Source data:
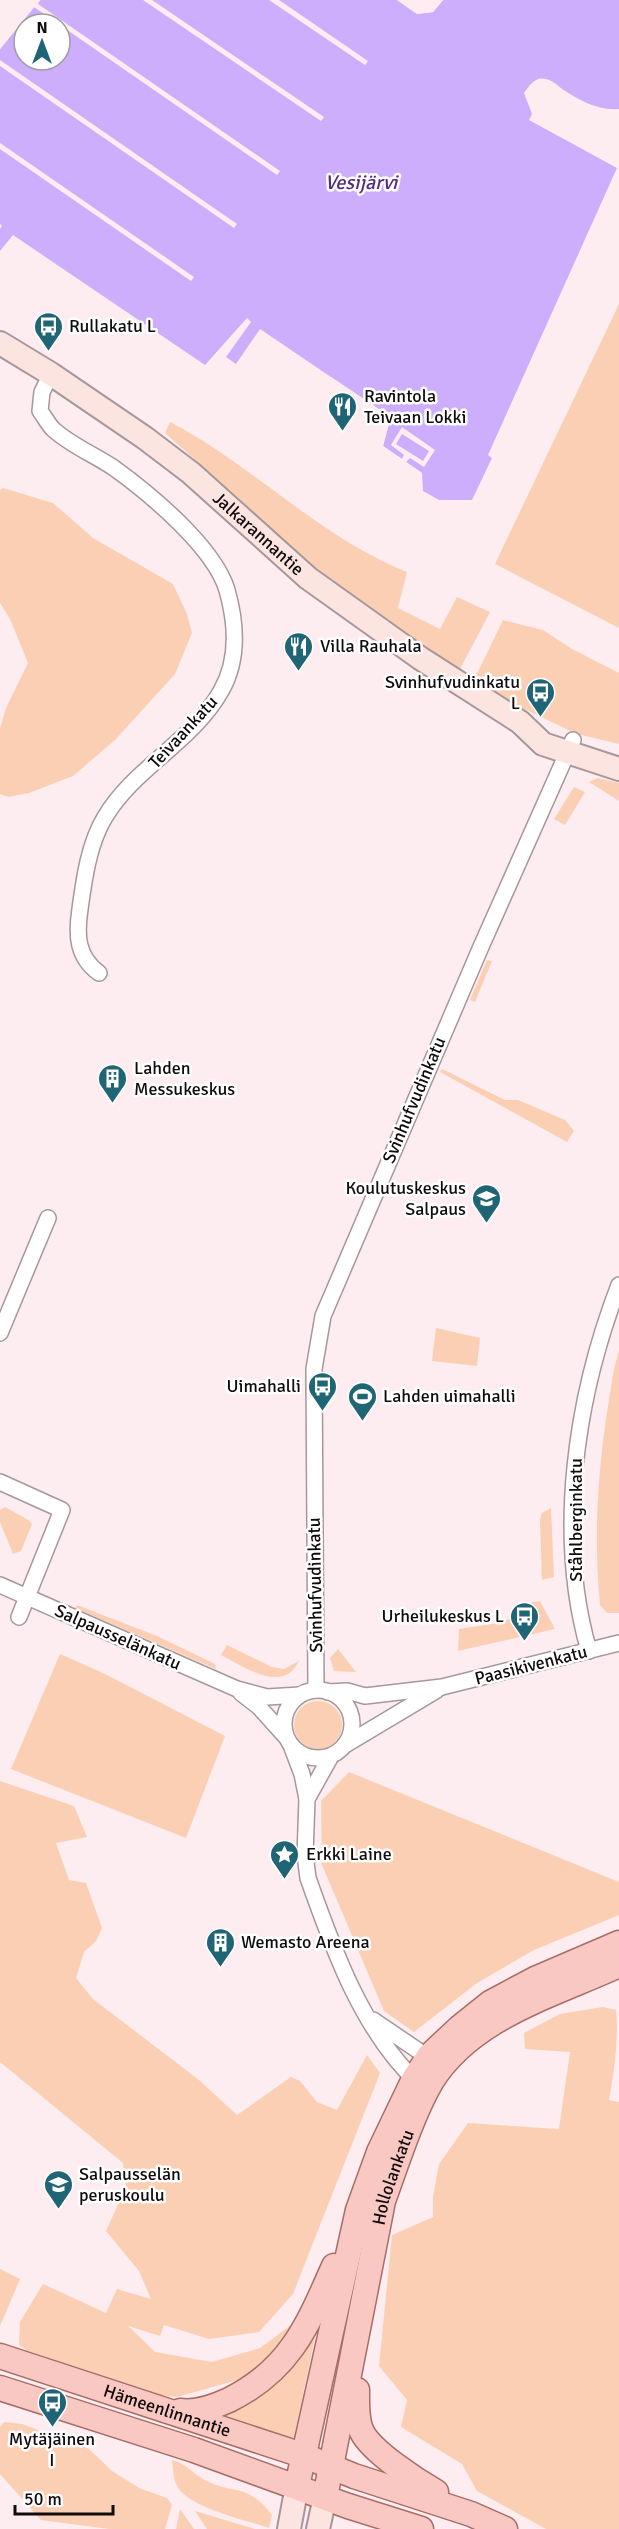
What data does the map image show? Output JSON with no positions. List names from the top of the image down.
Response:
{
  "streets": {
    "main road": ["Jalkarannantie", "Hollolankatu", "Hämeenlinnantie"],
    "street": [
      "Teivaankatu",
      "Svinhufvudinkatu",
      "Ståhlberginkatu",
      "Salpausselänkatu",
      "Paasikivenkatu"
    ]
  },
  "crossings": [
    ["Jalkarannantie", "Teivaankatu"],
    ["Jalkarannantie", "Svinhufvudinkatu"],
    ["Svinhufvudinkatu", "Salpausselänkatu"],
    ["Svinhufvudinkatu", "Paasikivenkatu"],
    ["Ståhlberginkatu", "Paasikivenkatu"],
    ["Salpausselänkatu", "Paasikivenkatu"],
    ["Hollolankatu", "Hämeenlinnantie"]
  ],
  "water": ["Vesijärvi"],
  "places": {
    "bus stop": [
      "Rullakatu L",
      "Svinhufvudinkatu L",
      "Uimahalli",
      "Urheilukeskus L",
      "Mytäjäinen I"
    ],
    "restaurant": ["Ravintola Teivaan Lokki", "Villa Rauhala"],
    "building": ["Lahden Messukeskus", "Wemasto Areena"],
    "school or university": ["Koulutuskeskus Salpaus", "Salpausselän peruskoulu"],
    "sports": ["Lahden uimahalli"],
    "place": ["Erkki Laine"]
  },
  "scale_bar": "50 m",
  "north": "top"
}
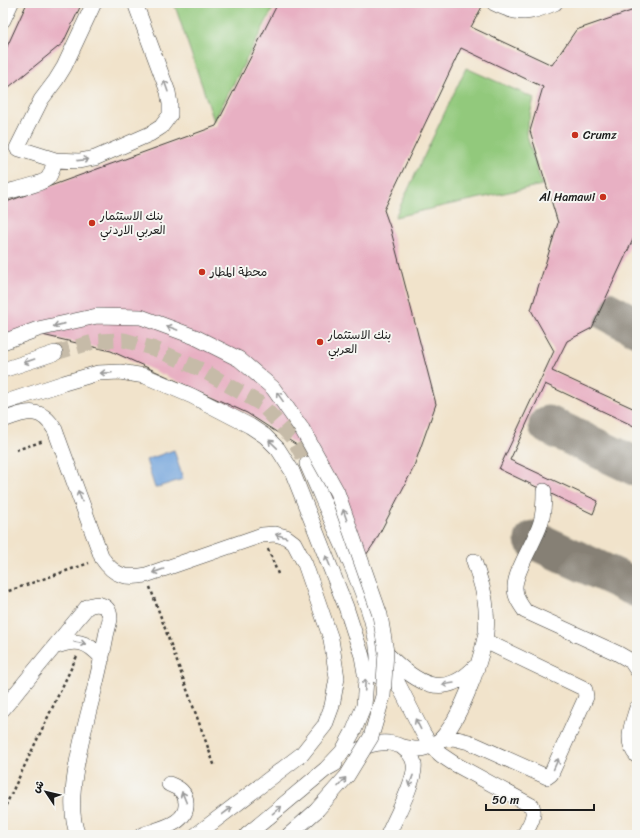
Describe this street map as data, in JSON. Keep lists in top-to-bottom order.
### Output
{
  "places": [
    "Crumz",
    "Al Hamawi",
    "بنك الاستثمار العربي الاردني",
    "محطة المطار",
    "بنك الاستثمار العربي"
  ],
  "scale_bar": "50 m",
  "north": "top left"
}
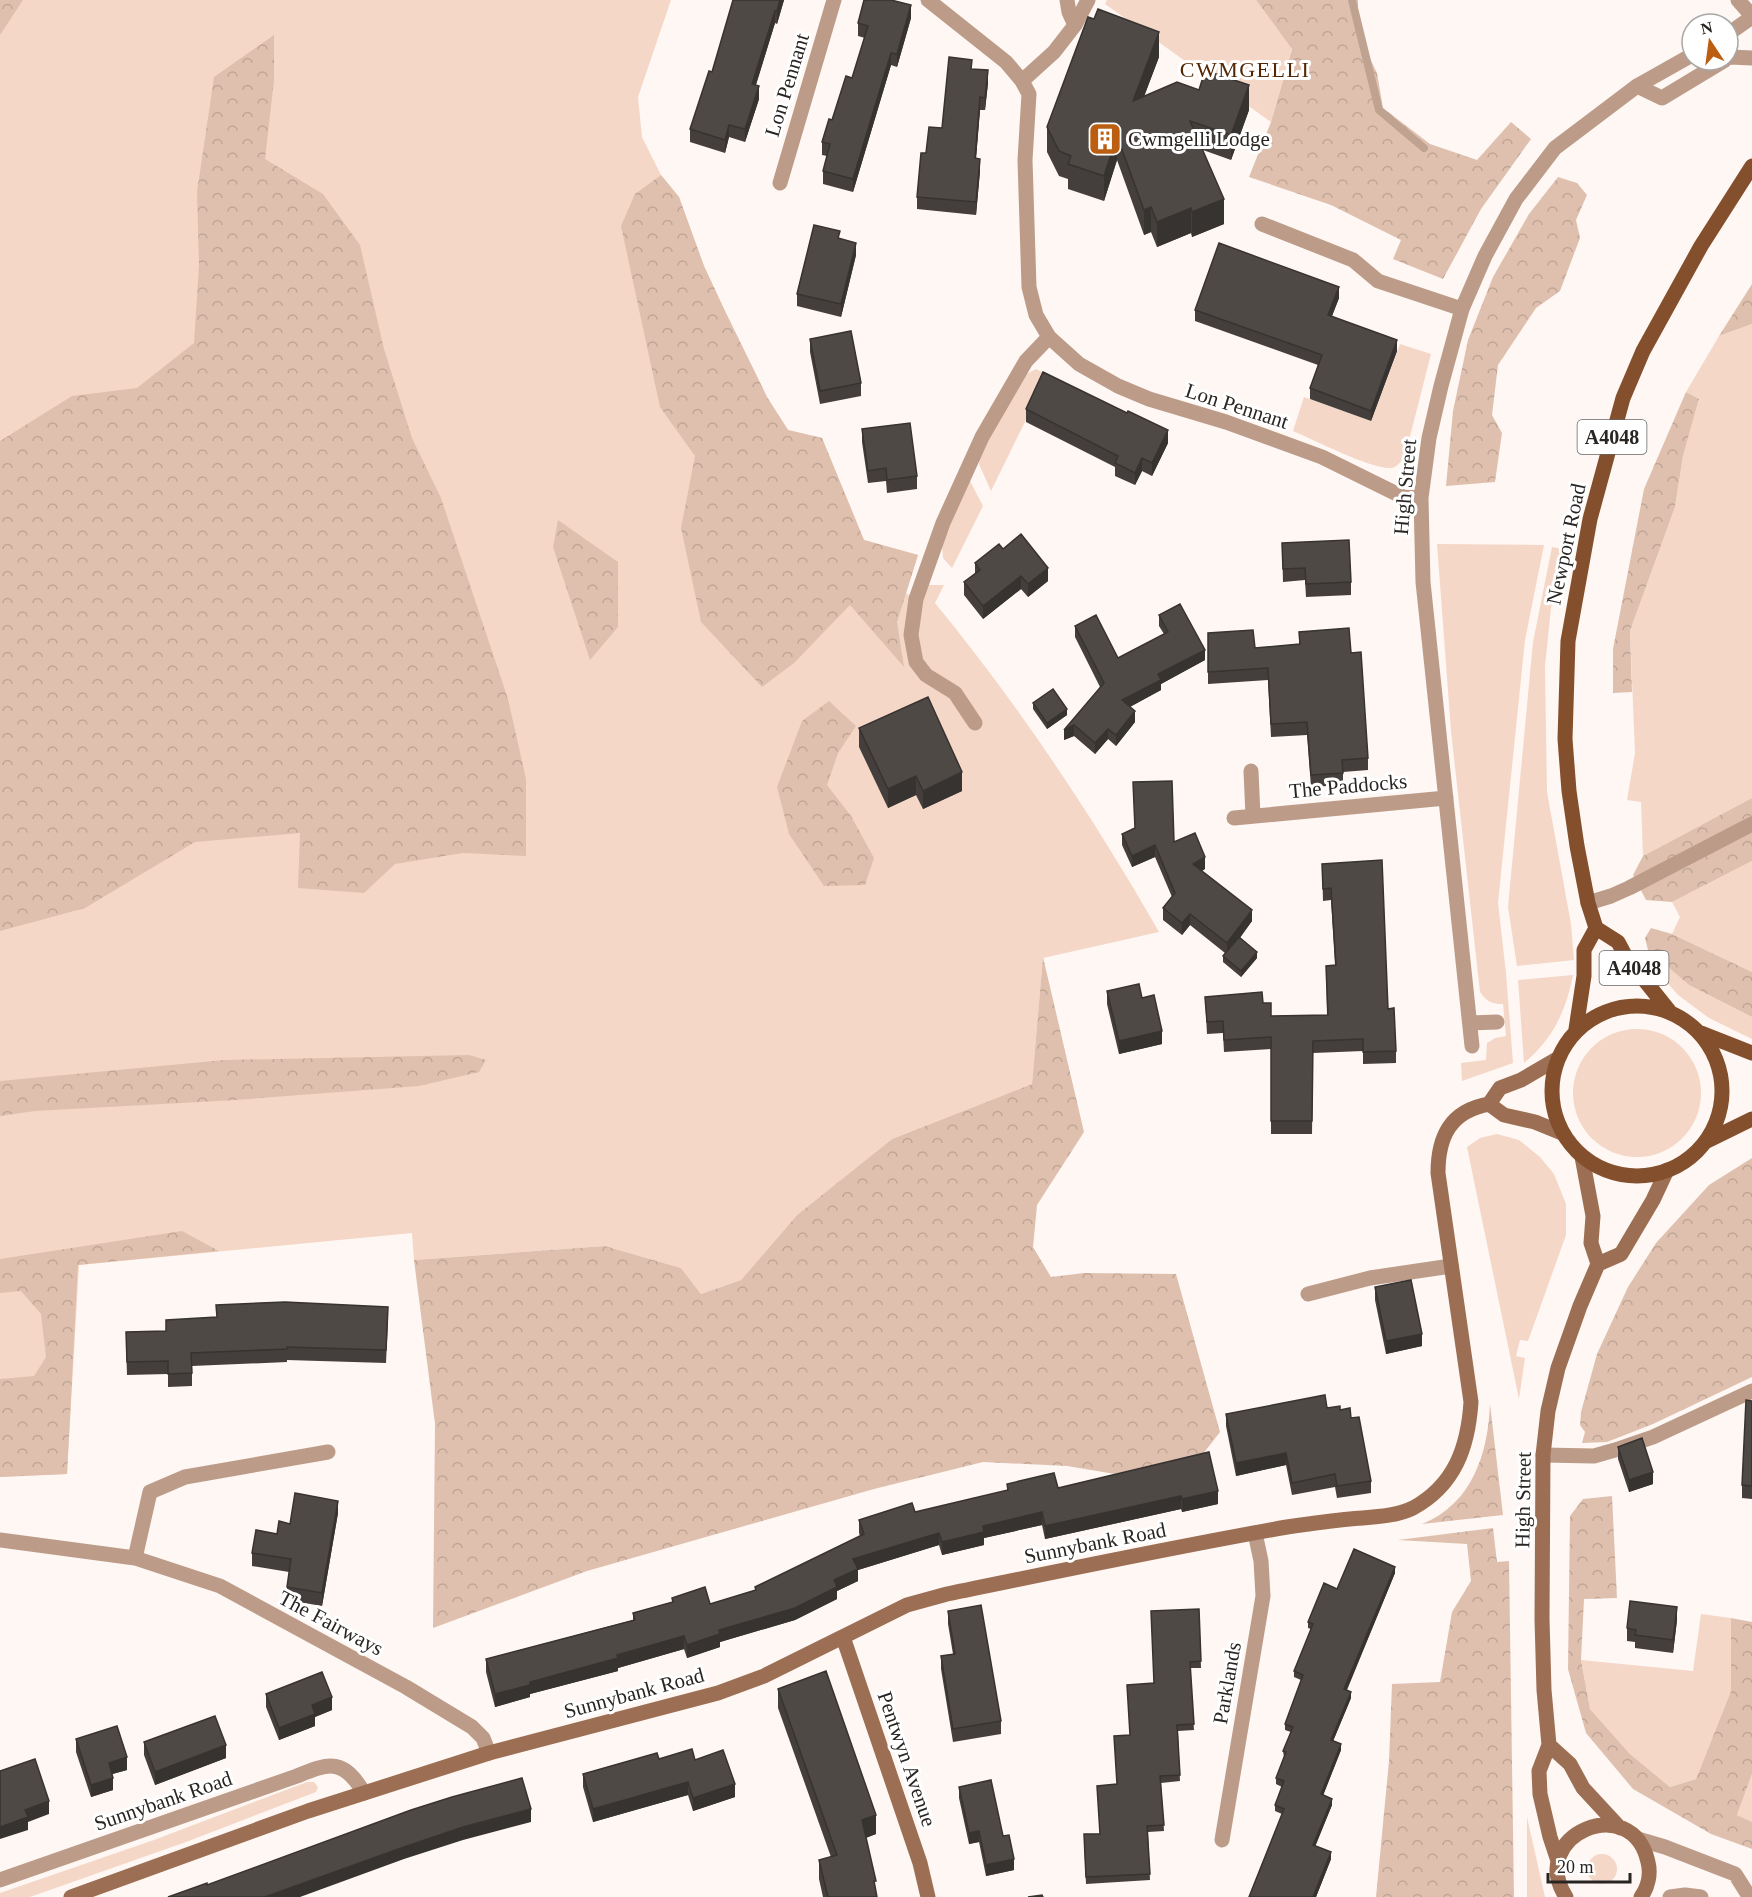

EXERCISE BRIEF: Because only the text is wanted, repeat all the entries exactly and leave out the pictures.

REPLY:
What data does the map image show? Output JSON with no positions. List names from the top of the image down.
Response:
{
  "streets": {
    "main road": ["Jalkarannantie", "Hollolankatu", "Hämeenlinnantie"],
    "street": [
      "Teivaankatu",
      "Svinhufvudinkatu",
      "Ståhlberginkatu",
      "Salpausselänkatu",
      "Paasikivenkatu"
    ]
  },
  "crossings": [
    ["Jalkarannantie", "Teivaankatu"],
    ["Jalkarannantie", "Svinhufvudinkatu"],
    ["Svinhufvudinkatu", "Salpausselänkatu"],
    ["Svinhufvudinkatu", "Paasikivenkatu"],
    ["Ståhlberginkatu", "Paasikivenkatu"],
    ["Salpausselänkatu", "Paasikivenkatu"],
    ["Hollolankatu", "Hämeenlinnantie"]
  ],
  "water": ["Vesijärvi"],
  "places": {
    "bus stop": [
      "Rullakatu L",
      "Svinhufvudinkatu L",
      "Uimahalli",
      "Urheilukeskus L",
      "Mytäjäinen I"
    ],
    "restaurant": ["Ravintola Teivaan Lokki", "Villa Rauhala"],
    "building": ["Lahden Messukeskus", "Wemasto Areena"],
    "school or university": ["Koulutuskeskus Salpaus", "Salpausselän peruskoulu"],
    "sports": ["Lahden uimahalli"],
    "place": ["Erkki Laine"]
  },
  "scale_bar": "50 m",
  "north": "top"
}
Describe this street map as data, in JSON. Keep lists in top-to-bottom order.
### Output
{
  "places": [
    "Crumz",
    "Al Hamawi",
    "بنك الاستثمار العربي الاردني",
    "محطة المطار",
    "بنك الاستثمار العربي"
  ],
  "scale_bar": "50 m",
  "north": "top left"
}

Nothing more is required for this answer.